En France, créer, c’est possible. Réussir, c'est possible. Résoudre nos problèmes de société, c’est possible aussi.

Au-delà des politiques publiques que l’État doit fournir, la mobilisation des chefs d’entreprises pour l’intérêt général fait des entreprises un fournisseur de solutions, comme le rappelait justement Xavier Huillard dans sa préface à L’intelligence de l’entreprise[1].

Créer des emplois en respectant les jeunes

La solution au chômage des jeunes viendra d’un effort partagé entre l’État, les entreprises et les jeunes eux-mêmes.

[1] Félix Torres, L’intelligence de l’entreprise : 40 ans de réflexion patronale en France, Manitoba/Les Belles Lettres, 2016.

Grâce à sa conscience sociale aussi bien qu’à son sens des affaires, le chef d’entreprise peut  offrir aux jeunes des expériences propres à leur donner confiance en eux-mêmes, en les aidant à intégrer un juste rapport à l’échec : (se) tester,  faire des erreurs sans en être pénalisé, afin de s’améliorer, de devenir plus forts et plus audacieux.

Entrepreneurs, innovons, fabriquons des opportunités à partager avec les jeunes. Il nous appartient d’accueillir ces jeunes, porteurs de projets, et de les articuler à ceux de l’entreprise. En apportant leurs savoirs, leurs marchés, leurs équipes, au service de projets partagés, les entreprises créent un écosystème vertueux qui soutient nos jeunes et finira par être reconnu par le reste de la société civile.

Accueillons donc la génération Z, cette génération née après l’an 2000, pour laquelle la stabilité professionnelle n’est qu’une légende urbaine. N’ayant connu que la crise, ils sont paradoxalement très positifs. Cette génération veut créer, « monter des boîtes » et est prête à accepter l’échec. Elle est aussi écosensible, socialement responsable, et toujours en quête du « sens » des choses. Ces jeunes nous accompagnent autant que nous les accompagnons.  La hiérarchie n’a de sens pour eux et n’est respectée par eux que si elle sert ces valeurs.
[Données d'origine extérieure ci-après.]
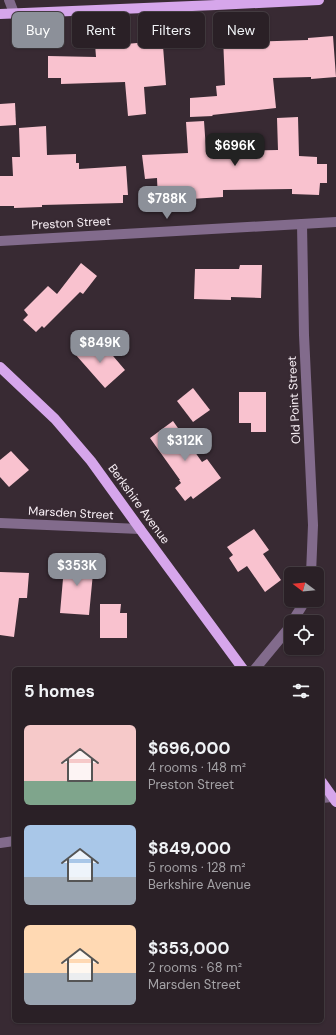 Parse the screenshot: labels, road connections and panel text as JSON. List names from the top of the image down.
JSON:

C’est précisément sur ces bases que j’intègre les jeunes dans mon entreprise. J’ai fini par comprendre que je suis embauché par eux autant que je les embauche, et que le projet du candidat a autant d’importance que le projet de l’entreprise.

 

 

 

 

 

 

 

 

 

 

 

En définissant la réussite mutuelle comme des projets qui se rencontrent, où le sens est compris par chacun de la même manière, les jeunes et les moins jeunes réussissent ensemble en se rassemblant autour d’ambitions communes. L’État n’a alors plus besoin de s’immiscer en tant qu’intermédiaire entre les « partenaires sociaux », à partir du moment où ces partenaires sont réunis avec une même ardeur et une même ambition autour de projets qu’ils pilotent de concert. Je l’ai vécu maintes fois au sein de mon entreprise. C’est plus qu’un esprit d’équipe qui se développe, c’est un esprit de corps, et qui dure.

Mon entreprise vient de remporter un concours sur la construction d’un modèle économique pour la silver[2] économie. Ce succès va nous permettre de mettre le pied à l’étrier à deux jeunes pour une expérience d’un an. Au-delà de ce que nous ferons de leurs travaux de recherche, je suis convaincu que ces deux jeunes pourront trouver une voie dans ce secteur d’avenir.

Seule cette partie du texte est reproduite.